The data below holds a line containing "translate:-50% -50%; white-space:nowrap;" and a line containing "display:flex; align-items:center; gap:20px;"; please quote exactly those two lines and every line between them, and nothing else.

• _Stored items from a collection_
-- -- --
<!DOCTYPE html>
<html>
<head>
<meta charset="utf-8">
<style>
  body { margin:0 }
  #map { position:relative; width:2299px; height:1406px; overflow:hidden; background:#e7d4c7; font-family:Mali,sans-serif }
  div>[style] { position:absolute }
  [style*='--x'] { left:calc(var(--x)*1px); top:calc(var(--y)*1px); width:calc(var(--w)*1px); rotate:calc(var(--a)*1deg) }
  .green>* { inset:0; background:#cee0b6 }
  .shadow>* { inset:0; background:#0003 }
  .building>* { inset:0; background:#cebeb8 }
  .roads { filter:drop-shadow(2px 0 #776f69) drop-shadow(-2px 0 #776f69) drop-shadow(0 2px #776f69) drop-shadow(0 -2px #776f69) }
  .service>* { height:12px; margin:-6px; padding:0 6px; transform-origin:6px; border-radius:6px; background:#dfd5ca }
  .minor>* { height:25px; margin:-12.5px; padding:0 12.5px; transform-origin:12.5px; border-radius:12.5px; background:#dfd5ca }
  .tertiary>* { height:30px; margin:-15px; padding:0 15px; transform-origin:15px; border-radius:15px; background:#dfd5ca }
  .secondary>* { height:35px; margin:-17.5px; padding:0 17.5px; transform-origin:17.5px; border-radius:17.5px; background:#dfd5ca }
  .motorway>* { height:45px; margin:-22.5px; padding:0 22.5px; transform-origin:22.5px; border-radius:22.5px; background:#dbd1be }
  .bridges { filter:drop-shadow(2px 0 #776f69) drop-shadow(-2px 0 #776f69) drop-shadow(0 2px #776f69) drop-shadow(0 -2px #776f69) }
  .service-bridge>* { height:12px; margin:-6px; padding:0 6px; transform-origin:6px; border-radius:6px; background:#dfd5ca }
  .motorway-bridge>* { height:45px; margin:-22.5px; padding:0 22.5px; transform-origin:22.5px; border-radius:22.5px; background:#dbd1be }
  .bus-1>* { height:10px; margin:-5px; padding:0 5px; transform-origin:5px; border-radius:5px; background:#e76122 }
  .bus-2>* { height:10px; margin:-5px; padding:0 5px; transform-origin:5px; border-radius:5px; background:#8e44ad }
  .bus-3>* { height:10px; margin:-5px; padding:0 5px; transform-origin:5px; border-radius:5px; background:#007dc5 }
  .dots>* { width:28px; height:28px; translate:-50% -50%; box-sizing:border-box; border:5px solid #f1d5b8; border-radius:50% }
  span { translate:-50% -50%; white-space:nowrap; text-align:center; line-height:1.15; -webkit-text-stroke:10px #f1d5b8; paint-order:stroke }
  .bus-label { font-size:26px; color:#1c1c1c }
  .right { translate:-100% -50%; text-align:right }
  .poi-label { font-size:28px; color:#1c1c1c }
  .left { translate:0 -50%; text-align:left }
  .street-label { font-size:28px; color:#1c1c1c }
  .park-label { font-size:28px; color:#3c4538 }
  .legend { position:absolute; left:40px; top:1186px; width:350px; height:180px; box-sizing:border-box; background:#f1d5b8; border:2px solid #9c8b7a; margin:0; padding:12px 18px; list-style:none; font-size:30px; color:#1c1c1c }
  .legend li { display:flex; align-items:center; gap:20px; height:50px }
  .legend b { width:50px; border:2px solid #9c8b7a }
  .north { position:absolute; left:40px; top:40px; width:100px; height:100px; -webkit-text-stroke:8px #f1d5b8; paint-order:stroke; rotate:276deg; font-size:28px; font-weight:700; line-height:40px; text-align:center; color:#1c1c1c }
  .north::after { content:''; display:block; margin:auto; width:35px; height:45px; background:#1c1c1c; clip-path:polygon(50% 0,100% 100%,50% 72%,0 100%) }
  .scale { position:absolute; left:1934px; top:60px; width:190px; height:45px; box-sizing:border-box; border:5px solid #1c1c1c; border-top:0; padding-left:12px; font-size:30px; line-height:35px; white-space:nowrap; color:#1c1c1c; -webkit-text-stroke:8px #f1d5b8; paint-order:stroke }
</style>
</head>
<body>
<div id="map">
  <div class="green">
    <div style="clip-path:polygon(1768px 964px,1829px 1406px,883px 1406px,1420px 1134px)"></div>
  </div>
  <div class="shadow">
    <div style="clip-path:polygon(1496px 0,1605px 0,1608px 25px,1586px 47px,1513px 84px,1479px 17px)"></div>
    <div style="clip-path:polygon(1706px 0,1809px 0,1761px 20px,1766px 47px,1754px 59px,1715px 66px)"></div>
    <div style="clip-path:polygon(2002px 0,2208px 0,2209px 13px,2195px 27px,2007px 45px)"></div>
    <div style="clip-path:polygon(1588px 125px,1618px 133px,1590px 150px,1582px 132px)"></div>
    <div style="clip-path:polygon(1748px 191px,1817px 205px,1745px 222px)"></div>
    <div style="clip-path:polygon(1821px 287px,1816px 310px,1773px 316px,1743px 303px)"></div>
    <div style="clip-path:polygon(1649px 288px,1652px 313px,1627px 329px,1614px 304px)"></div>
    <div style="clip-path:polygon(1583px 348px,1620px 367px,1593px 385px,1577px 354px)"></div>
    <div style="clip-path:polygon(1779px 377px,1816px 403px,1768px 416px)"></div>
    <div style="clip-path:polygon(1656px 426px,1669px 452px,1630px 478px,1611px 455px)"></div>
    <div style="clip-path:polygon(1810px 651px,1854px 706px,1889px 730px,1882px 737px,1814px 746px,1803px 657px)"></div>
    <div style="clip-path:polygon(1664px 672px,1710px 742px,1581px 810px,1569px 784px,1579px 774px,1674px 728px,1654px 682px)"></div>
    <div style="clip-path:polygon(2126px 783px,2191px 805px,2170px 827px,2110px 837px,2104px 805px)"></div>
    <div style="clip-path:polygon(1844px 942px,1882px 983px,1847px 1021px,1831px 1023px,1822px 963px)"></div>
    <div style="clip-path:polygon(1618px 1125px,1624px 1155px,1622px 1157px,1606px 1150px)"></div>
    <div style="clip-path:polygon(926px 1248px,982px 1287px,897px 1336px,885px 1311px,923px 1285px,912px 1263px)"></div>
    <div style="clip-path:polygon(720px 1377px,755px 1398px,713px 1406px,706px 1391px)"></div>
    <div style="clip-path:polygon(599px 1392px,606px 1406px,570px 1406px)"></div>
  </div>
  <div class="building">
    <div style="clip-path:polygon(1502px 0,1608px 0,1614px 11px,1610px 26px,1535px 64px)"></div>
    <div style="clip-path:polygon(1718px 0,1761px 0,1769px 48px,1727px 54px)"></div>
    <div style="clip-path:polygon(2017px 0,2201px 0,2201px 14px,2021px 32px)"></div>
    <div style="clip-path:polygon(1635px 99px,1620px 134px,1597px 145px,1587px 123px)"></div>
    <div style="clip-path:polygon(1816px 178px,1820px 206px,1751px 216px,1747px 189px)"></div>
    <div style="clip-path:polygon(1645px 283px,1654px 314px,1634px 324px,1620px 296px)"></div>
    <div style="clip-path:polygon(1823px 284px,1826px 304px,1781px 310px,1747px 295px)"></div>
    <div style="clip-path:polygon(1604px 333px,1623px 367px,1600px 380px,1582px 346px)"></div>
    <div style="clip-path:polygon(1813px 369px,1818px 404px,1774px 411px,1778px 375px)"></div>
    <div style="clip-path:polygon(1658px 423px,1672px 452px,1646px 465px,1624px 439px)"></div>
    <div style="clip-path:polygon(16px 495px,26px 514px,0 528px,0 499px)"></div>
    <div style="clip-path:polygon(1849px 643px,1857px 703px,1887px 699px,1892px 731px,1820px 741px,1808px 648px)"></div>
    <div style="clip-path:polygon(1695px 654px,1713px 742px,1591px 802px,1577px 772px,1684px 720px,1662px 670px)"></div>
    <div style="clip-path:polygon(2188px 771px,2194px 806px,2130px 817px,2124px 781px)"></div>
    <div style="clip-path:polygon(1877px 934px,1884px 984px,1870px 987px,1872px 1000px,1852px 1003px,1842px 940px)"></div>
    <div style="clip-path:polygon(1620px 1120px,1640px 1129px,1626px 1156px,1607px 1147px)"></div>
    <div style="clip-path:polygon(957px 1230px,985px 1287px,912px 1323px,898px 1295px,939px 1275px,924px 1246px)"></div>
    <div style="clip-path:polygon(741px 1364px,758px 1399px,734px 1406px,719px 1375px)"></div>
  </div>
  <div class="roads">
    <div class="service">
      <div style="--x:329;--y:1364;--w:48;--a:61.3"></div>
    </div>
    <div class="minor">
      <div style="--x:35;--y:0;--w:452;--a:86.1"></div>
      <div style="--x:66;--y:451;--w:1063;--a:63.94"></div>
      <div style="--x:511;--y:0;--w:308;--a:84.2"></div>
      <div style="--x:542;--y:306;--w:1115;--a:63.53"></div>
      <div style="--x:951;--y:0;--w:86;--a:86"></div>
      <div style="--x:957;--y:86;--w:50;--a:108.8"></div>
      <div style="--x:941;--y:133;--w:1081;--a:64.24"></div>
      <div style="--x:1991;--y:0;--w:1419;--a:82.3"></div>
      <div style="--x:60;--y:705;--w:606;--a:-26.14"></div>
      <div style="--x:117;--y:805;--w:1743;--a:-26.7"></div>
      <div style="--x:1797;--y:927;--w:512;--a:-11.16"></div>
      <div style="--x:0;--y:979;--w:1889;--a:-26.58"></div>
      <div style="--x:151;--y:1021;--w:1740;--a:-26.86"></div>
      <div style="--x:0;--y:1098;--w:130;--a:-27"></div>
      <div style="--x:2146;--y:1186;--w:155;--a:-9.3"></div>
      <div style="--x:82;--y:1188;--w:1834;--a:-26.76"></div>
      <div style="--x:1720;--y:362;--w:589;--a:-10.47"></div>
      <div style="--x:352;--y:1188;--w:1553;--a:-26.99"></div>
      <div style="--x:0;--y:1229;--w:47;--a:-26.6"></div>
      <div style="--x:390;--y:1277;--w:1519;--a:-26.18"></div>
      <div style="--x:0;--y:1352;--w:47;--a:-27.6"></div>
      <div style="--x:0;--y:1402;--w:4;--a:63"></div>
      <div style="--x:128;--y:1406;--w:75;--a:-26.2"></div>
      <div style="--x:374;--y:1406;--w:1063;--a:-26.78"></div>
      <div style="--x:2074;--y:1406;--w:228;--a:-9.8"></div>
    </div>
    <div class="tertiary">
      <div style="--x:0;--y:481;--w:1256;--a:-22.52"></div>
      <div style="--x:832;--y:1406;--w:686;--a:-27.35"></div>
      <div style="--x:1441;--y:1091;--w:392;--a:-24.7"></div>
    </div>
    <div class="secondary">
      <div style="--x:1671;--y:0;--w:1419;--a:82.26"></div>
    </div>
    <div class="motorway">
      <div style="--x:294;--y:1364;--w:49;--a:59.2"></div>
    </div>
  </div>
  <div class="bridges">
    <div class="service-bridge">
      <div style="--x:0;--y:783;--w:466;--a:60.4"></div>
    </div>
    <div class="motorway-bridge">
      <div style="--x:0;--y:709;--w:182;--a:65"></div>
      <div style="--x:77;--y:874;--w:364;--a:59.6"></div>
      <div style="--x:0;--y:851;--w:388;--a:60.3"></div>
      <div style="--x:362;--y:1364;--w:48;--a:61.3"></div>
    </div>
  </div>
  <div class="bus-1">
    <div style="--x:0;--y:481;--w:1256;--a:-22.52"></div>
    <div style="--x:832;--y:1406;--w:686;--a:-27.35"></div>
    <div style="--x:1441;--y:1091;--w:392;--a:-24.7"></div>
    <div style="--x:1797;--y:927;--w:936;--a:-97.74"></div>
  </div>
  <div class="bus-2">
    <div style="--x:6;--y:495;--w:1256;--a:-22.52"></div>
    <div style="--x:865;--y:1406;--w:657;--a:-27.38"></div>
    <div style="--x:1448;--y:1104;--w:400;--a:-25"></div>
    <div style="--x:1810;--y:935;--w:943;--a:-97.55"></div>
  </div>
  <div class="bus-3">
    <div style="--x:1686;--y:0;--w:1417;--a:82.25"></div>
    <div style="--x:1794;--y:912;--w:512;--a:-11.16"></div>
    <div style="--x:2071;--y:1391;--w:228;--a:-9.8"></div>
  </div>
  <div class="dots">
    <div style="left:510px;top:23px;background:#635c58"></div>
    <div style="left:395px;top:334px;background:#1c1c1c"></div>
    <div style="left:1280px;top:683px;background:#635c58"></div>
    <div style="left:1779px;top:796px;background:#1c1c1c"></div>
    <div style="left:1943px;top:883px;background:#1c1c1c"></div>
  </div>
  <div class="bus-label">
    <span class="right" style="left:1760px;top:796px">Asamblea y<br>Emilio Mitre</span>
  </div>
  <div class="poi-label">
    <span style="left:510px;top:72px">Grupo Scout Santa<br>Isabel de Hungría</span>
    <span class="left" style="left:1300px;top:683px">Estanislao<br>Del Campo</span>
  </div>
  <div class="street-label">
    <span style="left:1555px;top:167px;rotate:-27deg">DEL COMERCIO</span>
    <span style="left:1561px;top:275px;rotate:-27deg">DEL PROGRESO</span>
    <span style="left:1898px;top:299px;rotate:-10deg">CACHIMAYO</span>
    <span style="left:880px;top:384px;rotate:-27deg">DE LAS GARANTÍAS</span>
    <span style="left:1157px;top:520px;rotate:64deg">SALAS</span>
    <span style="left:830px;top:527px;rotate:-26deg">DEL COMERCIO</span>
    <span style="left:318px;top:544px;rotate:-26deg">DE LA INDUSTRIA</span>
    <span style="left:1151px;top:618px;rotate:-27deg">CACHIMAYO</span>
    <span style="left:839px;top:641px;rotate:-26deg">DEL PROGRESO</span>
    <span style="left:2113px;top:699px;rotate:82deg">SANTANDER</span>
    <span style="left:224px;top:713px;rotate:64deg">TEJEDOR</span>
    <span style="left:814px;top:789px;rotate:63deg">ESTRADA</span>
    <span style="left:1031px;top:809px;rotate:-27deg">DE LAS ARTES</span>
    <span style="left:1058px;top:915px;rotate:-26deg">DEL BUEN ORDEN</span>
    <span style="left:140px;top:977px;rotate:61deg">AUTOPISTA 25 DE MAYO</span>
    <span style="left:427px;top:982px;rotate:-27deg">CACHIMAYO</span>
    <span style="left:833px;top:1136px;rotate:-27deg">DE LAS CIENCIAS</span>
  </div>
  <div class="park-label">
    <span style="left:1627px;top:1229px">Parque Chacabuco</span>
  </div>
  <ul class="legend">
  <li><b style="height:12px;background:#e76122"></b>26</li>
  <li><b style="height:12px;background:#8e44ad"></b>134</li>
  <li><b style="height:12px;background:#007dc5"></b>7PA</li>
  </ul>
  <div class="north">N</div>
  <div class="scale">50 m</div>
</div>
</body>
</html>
-- -- --
• _TASK SOLUTION_
  span { translate:-50% -50%; white-space:nowrap; text-align:center; line-height:1.15; -webkit-text-stroke:10px #f1d5b8; paint-order:stroke }
  .bus-label { font-size:26px; color:#1c1c1c }
  .right { translate:-100% -50%; text-align:right }
  .poi-label { font-size:28px; color:#1c1c1c }
  .left { translate:0 -50%; text-align:left }
  .street-label { font-size:28px; color:#1c1c1c }
  .park-label { font-size:28px; color:#3c4538 }
  .legend { position:absolute; left:40px; top:1186px; width:350px; height:180px; box-sizing:border-box; background:#f1d5b8; border:2px solid #9c8b7a; margin:0; padding:12px 18px; list-style:none; font-size:30px; color:#1c1c1c }
  .legend li { display:flex; align-items:center; gap:20px; height:50px }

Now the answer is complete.